Patrones Oscuros
Los patrones oscuros son trucos de diseño utilizados en interfaces en línea que manipulan o engañan a los usuarios para que tomen decisiones que de otro modo no tomarían. Estas técnicas engañosas pueden empujar a las personas hacia acciones no deseadas, como suscribirse a servicios, compartir datos personales o aceptar términos que no comprenden completamente. En la publicidad política, los patrones oscuros socavan la transparencia y la toma de decisiones informadas.
Base Legal
"Las plataformas en línea no diseñarán, organizarán ni explotarán sus interfaces en línea de forma que engañe o manipule a los destinatarios de su servicio o de forma que distorsione o menoscabe de otro modo significativamente la capacidad de los destinatarios de su servicio para adoptar decisiones libres e informadas."
— Artículo 25, Reglamento (UE) 2022/2065 (Ley de Servicios Digitales)
Aunque el Reglamento sobre Publicidad Política (UE 2024/900) no define específicamente los patrones oscuros, la prohibición de la DSA se aplica a las plataformas en línea que publican o difunden publicidad política.
Por Qué Importa
Los patrones oscuros plantean graves riesgos para los procesos democráticos cuando se utilizan en relación con la publicidad política. Pueden manipular a los votantes para que interactúen con contenido político sin comprender su naturaleza, acepten la recopilación de datos para segmentación política o tomen decisiones sobre información política sin plena conciencia.
Para los editores y plataformas, el uso de patrones oscuros en contextos de publicidad política crea un riesgo legal en virtud de la DSA. Los proveedores deben garantizar que sus interfaces permitan a los usuarios tomar decisiones genuinamente libres e informadas sobre el contenido político, las preferencias de segmentación y el intercambio de datos.
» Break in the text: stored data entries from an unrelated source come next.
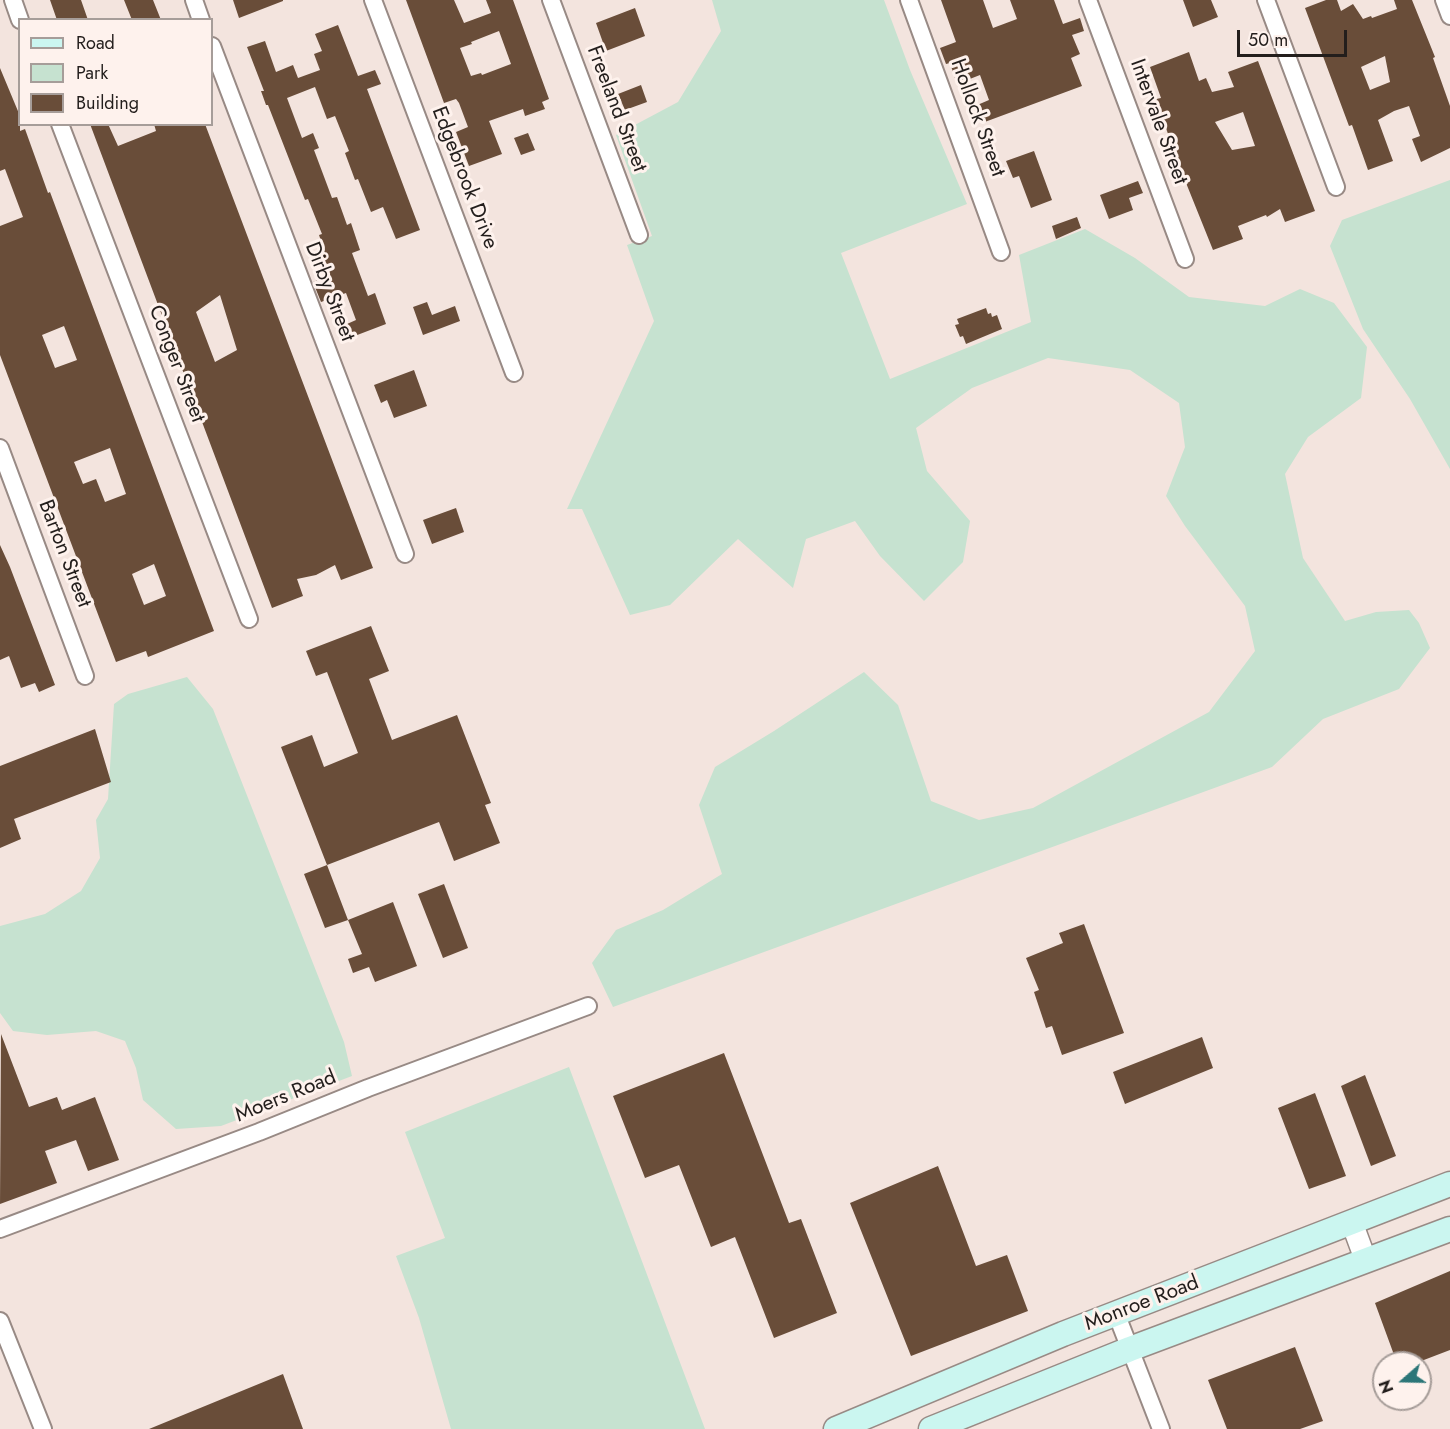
<!DOCTYPE html>
<style>
body{margin:0}
#map{position:relative;width:1450px;height:1429px;overflow:hidden;background:#f3e4de;font-family:Jost,sans-serif}
canvas{display:block}
.legend{position:absolute;left:18px;top:18px;width:195px;height:108px;box-sizing:border-box;background:#fef2ed;border:2px solid #a69d99;margin:0;padding:8px 10px;list-style:none;font-size:18px;color:#231e1c}
.legend li{display:flex;align-items:center;gap:12px;height:30px}
.legend b{width:30px;border:2px solid #a69d99}
.north{position:absolute;left:1372px;top:1351px;width:60px;height:60px;box-sizing:border-box;background:#fef2ed;border:2px solid #a69d99;border-radius:50%;rotate:250deg;font-size:16px;font-weight:700;line-height:24px;text-align:center;color:#231e1c}
.north::after{content:'';display:block;margin:auto;width:21px;height:27px;background:#2c7678;clip-path:polygon(50% 0,100% 100%,50% 72%,0 100%)}
.scale{position:absolute;left:1237px;top:30px;width:110px;height:27px;box-sizing:border-box;border:3px solid #231e1c;border-top:0;padding-left:8px;font-size:18px;line-height:21px;white-space:nowrap;color:#231e1c;-webkit-text-stroke:4px #fef2ed;paint-order:stroke}
</style>
<div id="map">
<canvas width="1450" height="1429"></canvas>
<ul class="legend">
<li><b style="height:8px;background:#cbf6f0"></b>Road</li>
<li><b style="height:16px;background:#c6e2d0"></b>Park</li>
<li><b style="height:16px;background:#694d39"></b>Building</li>
</ul>
<div class="north">N</div>
<div class="scale">50 m</div>
</div>
<script>
const c = document.querySelector('canvas').getContext('2d');
c.lineJoin = 'round';
function fillPath(path, color) {
  c.fillStyle = color;
  c.fill(path, 'evenodd');
}
function toPath(rows) {
  const path = new Path2D();
  for (const r of rows) {
    path.moveTo(r[0], r[1]);
    for (let i = 2; i < r.length; i += 2) path.lineTo(r[i], r[i + 1]);
  }
  return path;
}
function stroke(path, color, width, dash) {
  c.strokeStyle = color;
  c.lineWidth = width;
  c.lineCap = dash ? 'butt' : 'round';
  c.setLineDash(dash || []);
  c.stroke(path);
}
function drawText(font, color, halo, rows, align = 'center') {
  c.font = font + ' Jost,sans-serif';
  c.lineWidth = 6;
  c.setLineDash([]);
  c.textBaseline = 'middle';
  c.strokeStyle = halo;
  c.fillStyle = color;
  for (const [text, x, y, turn = 0] of rows) {
    c.save();
    c.translate(x, y);
    c.rotate((+turn || 0) * Math.PI / 180);
    c.textAlign = isNaN(turn) ? turn : align;
    if (halo) c.strokeText(text, 0, 0);
    c.fillText(text, 0, 0);
    c.restore();
  }
}
fillPath(toPath([
 [712,0,884,0,910,70,967,204,841,253,890,379,1031,322,1019,255,1085,229,1135,258,1189,297,1265,306,1300,289,1334,303,1367,347,1361,398,1308,437,1285,474,1303,558,1345,621,1376,612,1409,610,1419,623,1430,648,1399,689,1323,719,1272,767,613,1007,592,963,616,930,663,910,722,874,699,805,715,767,774,731,864,672,898,705,931,801,979,820,1033,808,1209,712,1255,651,1245,606,1185,526,1166,496,1185,447,1179,403,1130,370,1048,358,972,388,916,428,927,471,970,521,963,562,924,601,880,556,855,521,806,539,793,588,738,539,670,605,630,615,582,509,567,509,654,321,627,245,652,236,616,135,678,102,721,31],
 [1450,180,1450,469,1410,399,1363,329,1330,246,1342,220],
 [187,677,213,709,344,1042,352,1076,221,1126,176,1129,143,1100,136,1068,125,1041,96,1031,47,1035,13,1031,0,1013,0,926,45,914,81,891,100,858,96,820,108,799,114,704,128,694],
 [569,1067,705,1429,451,1429,419,1318,396,1256,445,1238,405,1132]
]), '#c6e2d0');
fillPath(toPath([
 [50,0,81,0,88,20,57,20],
 [124,0,153,0,161,20,132,20],
 [233,0,283,0,283,1,239,18],
 [406,0,454,0,464,23,491,13,486,0,513,0,549,99,542,102,545,109,525,116,523,109,489,121,502,154,469,166,456,132,468,127,459,103,456,99,444,103],
 [499,31,511,64,482,75,481,73,471,76,460,48,472,44,471,42],
 [941,0,983,0,993,28,1017,19,1010,0,1054,0,1063,24,1080,18,1084,31,1072,35,1080,54,1071,58,1082,86,982,123,975,106,989,100,980,75,957,84,950,63,946,64,940,48,956,42],
 [1183,0,1211,0,1218,17,1193,27],
 [1326,0,1337,0,1341,11,1353,4,1363,19,1371,16,1372,18,1397,9,1394,0,1412,0,1435,57,1433,58,1450,106,1450,148,1421,162,1412,139,1420,136,1409,106,1394,111,1378,120,1393,161,1368,170,1352,125,1349,126,1305,8],
 [1385,56,1390,82,1370,90,1361,67],
 [635,8,645,36,606,51,596,23],
 [338,25,358,76,375,70,381,84,367,89,420,230,396,239,383,207,371,212,358,179,355,180,345,153,349,151,335,116,327,119,315,87,287,98,302,138,313,133,319,148,314,150,332,198,337,197,347,225,351,223,360,250,352,253,368,296,375,293,386,324,352,337,347,324,356,320,346,293,321,302,313,282,328,276,318,249,323,247,319,235,322,234,308,199,305,200,268,105,266,105,261,91,264,91,247,47,265,41,276,72,293,65,298,78,320,70,314,54,322,51,315,34],
 [1189,52,1199,81,1206,78,1212,92,1234,87,1228,72,1258,61,1315,211,1285,222,1280,209,1267,217,1266,215,1238,226,1243,239,1213,250,1178,163,1156,99,1161,98,1150,67],
 [1243,112,1255,146,1232,150,1215,122],
 [0,68,20,116,20,131,25,129,48,193,50,192,214,631,148,657,146,651,116,662,0,355,0,226,23,217,5,169,0,171],
 [64,326,77,360,55,368,42,335],
 [110,448,126,494,105,502,96,479,83,484,74,462],
 [154,564,166,596,144,605,132,574],
 [641,85,647,102,625,110,618,94],
 [90,124,108,124,118,146,156,131,154,124,205,124,373,568,341,580,335,565,316,575,297,579,303,596,272,608],
 [220,295,237,350,215,362,196,312],
 [528,133,535,150,521,155,514,138],
 [1034,151,1052,200,1031,208,1019,176,1013,178,1006,161],
 [1138,181,1143,193,1129,198,1133,210,1109,219,1100,195],
 [1077,217,1081,228,1056,239,1052,226],
 [427,302,432,315,455,306,460,321,423,335,413,307],
 [986,308,988,314,991,313,992,317,997,315,1002,329,966,344,963,336,960,337,955,325,959,324,957,319],
 [414,370,427,406,394,418,387,400,381,403,374,385],
 [456,508,464,532,432,544,423,520],
 [0,545,10,567,55,685,39,692,35,683,21,688,9,656,0,660],
 [371,626,389,671,369,679,392,740,457,715,491,803,485,805,500,843,454,861,439,822,327,865,281,747,312,735,324,767,358,753,327,672,316,676,306,651],
 [95,729,111,782,14,819,21,839,0,848,0,766],
 [327,865,348,920,325,928,304,874],
 [444,884,468,948,443,958,418,894],
 [393,902,417,966,375,982,369,967,353,973,348,959,362,954,348,920],
 [1084,924,1124,1033,1062,1055,1052,1026,1046,1028,1034,992,1039,990,1026,958,1063,943,1059,933],
 [1,1034,29,1107,57,1097,62,1110,95,1097,119,1160,88,1171,76,1140,45,1151,57,1183,0,1204],
 [1202,1037,1213,1068,1125,1104,1113,1072],
 [724,1053,789,1223,801,1219,837,1313,774,1338,735,1237,711,1247,679,1165,645,1178,613,1096],
 [1365,1075,1396,1156,1371,1166,1341,1086],
 [1315,1093,1346,1176,1309,1189,1278,1108],
 [938,1166,976,1266,1007,1255,1028,1311,911,1356,850,1203],
 [1450,1271,1450,1350,1416,1363,1397,1363,1375,1303],
 [1295,1347,1323,1421,1300,1429,1227,1429,1208,1380],
 [283,1374,303,1429,149,1429]
]), '#694d39');
const minor = toPath([
 [13,0,20,20],
 [194,0,201,20],
 [373,0,514,373],
 [551,0,639,235],
 [909,0,1001,252],
 [1088,0,1185,259],
 [1266,0,1336,187],
 [1444,0,1450,16],
 [212,46,405,554],
 [60,124,249,619],
 [0,448,85,676],
 [0,1229,259,1132,368,1088,588,1006],
 [1116,1313,1161,1429],
 [0,1321,43,1429]
]);
const tertiary = toPath([
 [1352,1223,1366,1261]
]);
const secondary = toPath([
 [836,1429,1063,1334,1450,1184],
 [931,1429,1130,1349,1450,1229]
]);
stroke(minor, '#988a85', 20);
stroke(tertiary, '#988a85', 24);
stroke(secondary, '#988a85', 27);
stroke(minor, '#fff', 16);
stroke(tertiary, '#fff', 21);
stroke(secondary, '#cbf6f0', 24);
drawText('21px', '#231e1c', '#fef2ed', [
 ["Freeland Street",616,109,69],
 ["Hollock Street",977,118,70],
 ["Intervale Street",1158,122,70],
 ["Edgebrook Drive",464,178,69],
 ["Dirby Street",329,292,69],
 ["Conger Street",176,364,69],
 ["Barton Street",64,554,69],
 ["Moers Road",286,1097,-22],
 ["Monroe Road",1142,1304,-21]
]);
</script>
Estas prácticas de diseño engañoso son particularmente preocupantes durante los períodos electorales, cuando pueden influir en el comportamiento de los votantes, socavar los requisitos de transparencia y erosionar la confianza pública en las instituciones democráticas. Los reguladores supervisan activamente los patrones oscuros como parte de los esfuerzos de integridad electoral.
Puntos Clave
- Los patrones oscuros manipulan a los usuarios mediante el diseño engañoso de la interfaz, no mediante contenido falso
- Los ejemplos comunes incluyen información oculta, lenguaje confuso, opciones preseleccionadas que favorecen el intercambio de datos y la dificultad para darse de baja
- La Ley de Servicios Digitales prohíbe explícitamente que las plataformas en línea utilicen diseños que "engañen o manipulen" a los usuarios
- La publicidad política debe ser transparente, lo que significa que las interfaces no pueden utilizar trucos para ocultar etiquetas de divulgación o información de segmentación
- Los usuarios deben poder tomar "decisiones libres e informadas" sobre la publicidad política y el uso de datos relacionados
- La aplicación se centra en si el diseño "distorsiona o menoscaba significativamente" la capacidad de tomar decisiones informadas
Patrones Oscuros vs. Mala Experiencia de Usuario
Los patrones oscuros son diseños intencionalmente engañosos, no simplemente interfaces confusas o mal diseñadas. Una mala experiencia de usuario puede resultar de la falta de recursos o experiencia, dificultando la navegación sin manipulación deliberada. Los patrones oscuros, por el contrario, son técnicas deliberadas diseñadas para dirigir a los usuarios hacia acciones que benefician a la plataforma o al anunciante a expensas del usuario.
Una interfaz genuinamente confusa viola los principios de accesibilidad pero puede no violar la ley. Un patrón oscuro explota activamente las vulnerabilidades psicológicas para manipular la elección y claramente viola la prohibición de la DSA sobre el diseño engañoso, especialmente cuando se utiliza en contextos de publicidad política.